Brief Reports Open Access
Copyright ©The Author(s) 2003. Published by Baishideng Publishing Group Inc. All rights reserved.
World J Gastroenterol. Sep 15, 2003; 9(9): 2125-2127
Published online Sep 15, 2003. doi: 10.3748/wjg.v9.i9.2125
Modifications in combined liver-small bowel transplantation in pigs
Feng Jiang, Zhen-Yu Yin, Xiao-Dong Ni, Medical School of Nanjing University, Nanjing 210093, Jiangsu Province, China
You-Sheng Li, Ning Li, Jie-Shou Li, Research Institute of General Surgery, General Hospital of PLA, Nanjing Military Command, Nanjing 210002, Jiangsu Province, China
Author contributions: All authors contributed equally to the work.
Supported by the Military Medical Research Found of China, No. 96M022, and by the Major Project of Nanjing Military Command, No. 02Z001
Correspondence to: Dr.

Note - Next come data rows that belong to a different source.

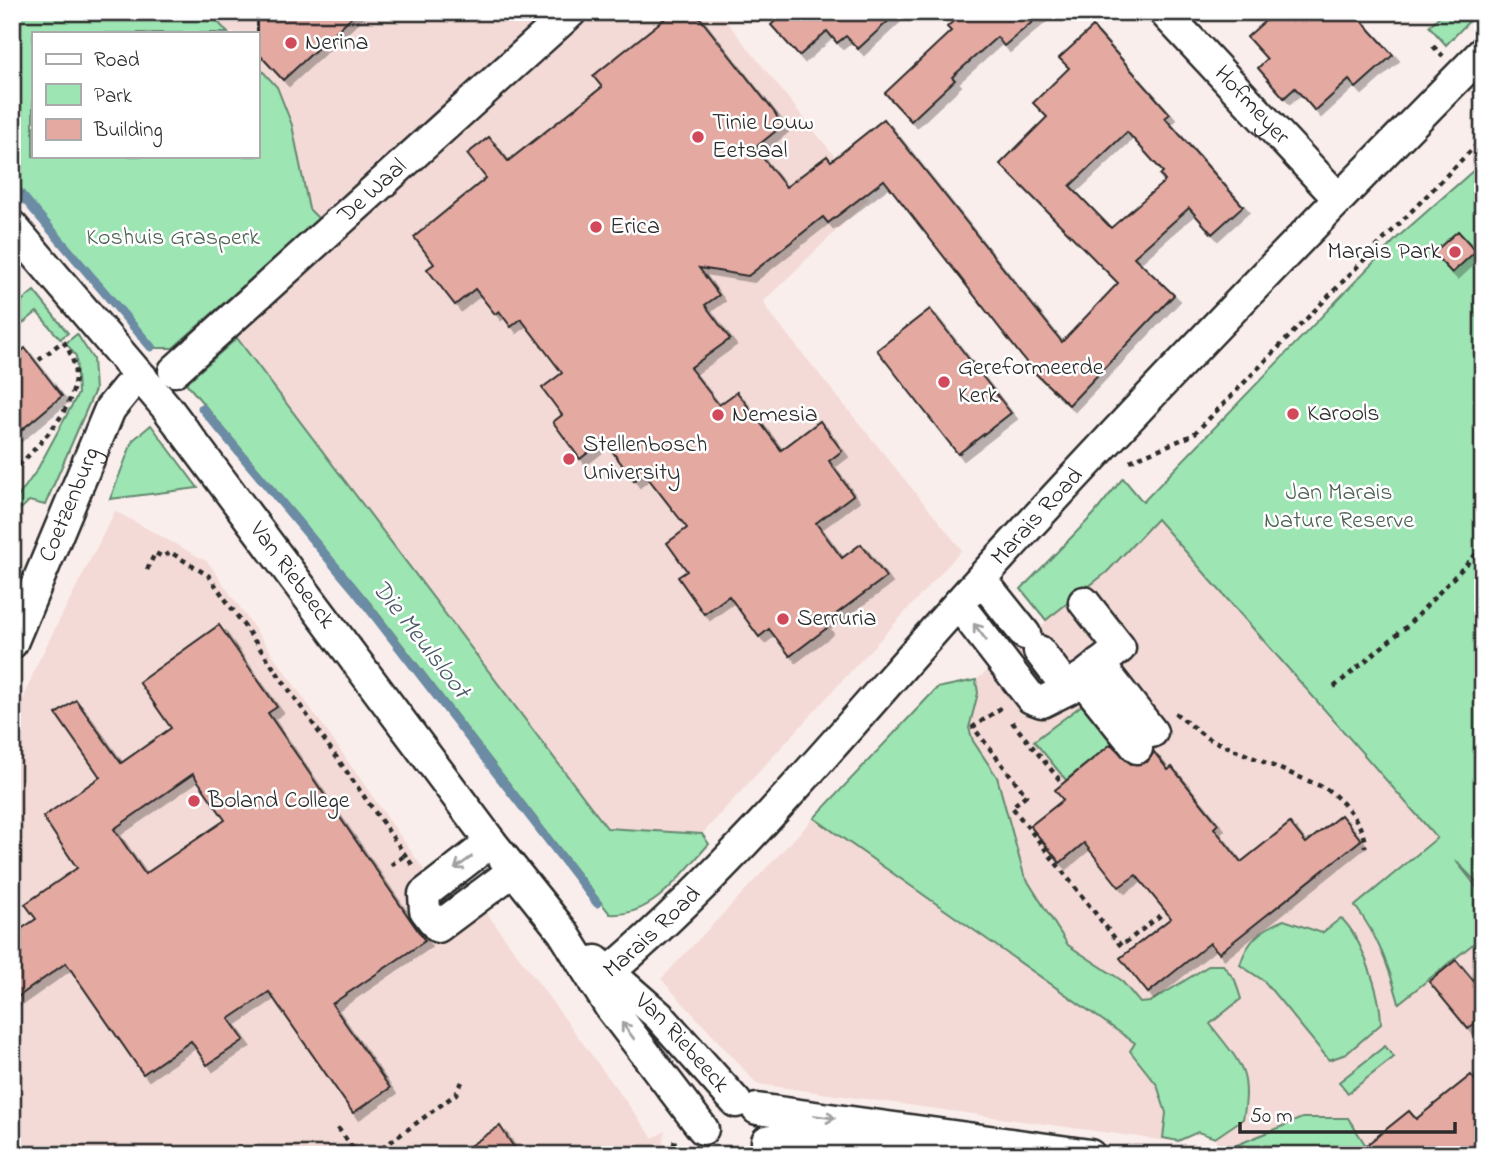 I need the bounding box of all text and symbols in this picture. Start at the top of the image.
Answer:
place label: Nerina [305,26,369,61]
legend [32,32,259,158]
marker: Nerina [283,35,299,51]
text: Road [94,46,140,76]
street label: Hofmeyer [1205,58,1298,154]
text: Park [94,82,133,112]
place label: Tinie Louw Eetsaal [712,106,814,169]
text: Building [93,116,163,148]
marker: Tinie Louw Eetsaal [690,129,706,145]
street label: De Waal [330,150,415,233]
place label: Erica [610,210,660,245]
marker: Erica [588,219,604,235]
park label: Koshuis Grasperk [86,221,260,256]
place label: Marais Park [1327,235,1441,270]
marker: Marais Park [1447,244,1463,260]
place label: Gereformeerde Kerk [958,351,1104,414]
marker: Gereformeerde Kerk [936,374,952,390]
place label: Karools [1307,397,1380,432]
place label: Nemesia [732,398,818,433]
marker: Karools [1285,406,1301,422]
marker: Nemesia [710,407,726,423]
place label: Stellenbosch University [583,428,707,492]
street label: Coetzenburg [30,442,110,568]
marker: Stellenbosch University [561,451,577,467]
street label: Marais Road [983,459,1092,574]
park label: Jan Marais Nature Reserve [1264,476,1414,539]
street label: Van Riebeeck [240,514,344,637]
water label: Die Meulsloot [361,572,480,709]
place label: Serruria [797,602,876,637]
marker: Serruria [775,611,791,627]
one-way arrow [972,624,987,642]
place label: Boland College [207,784,350,819]
marker: Boland College [186,793,202,809]
one-way arrow [453,855,472,870]
street label: Marais Road [596,878,710,987]
street label: Van Riebeeck [626,984,738,1101]
one-way arrow [621,1023,636,1041]
scale bar [1240,1090,1455,1134]
text: 50 m [1250,1102,1293,1132]
one-way arrow [813,1110,836,1123]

Ning Li, Research Institute of General Surgery, General Hospital of PLA, Nanjing Military Command, Nanjing 210002, Jiangsu Province, China. jiangfeng174@sohu.com
Telephone: +86-25-4824804 Fax: +86-25-4803956
Received: December 28, 2002
Revised: January 23, 2003
Accepted: February 11, 2003
Published online: September 15, 2003

Abstract

AIM: To introduce combined liver-small bowel transplantation in pigs.

METHODS: Eighteen transplantations in 36 large white pigs were performed. Three modifications in combined liver-small bowel transplantation model were applied: Veno-venous bypass was not used. Preservation of the donor duodenum and head of pancreas in continuity with the combined graft to avoid biliary reconstruction. The splenic vein of donor was anastomosed end-to-end with the portal vein of recipients by the formation of a “cuff”.

RESULTS: Without immunosuppressive therapy, 72-hour survival rate of the transplanted animals was 72% (13/18). Five of 18 pigs operated died of respiratory failure (3 cases) and bleeding during hepatectomy (2 cases). The longest survival time of animals was 6 days.

CONCLUSION: Our surgical modifications are feasible and reliable, which have made the transplantation in pigs simpler and less aggressive, and thus these can be used for preclinical study.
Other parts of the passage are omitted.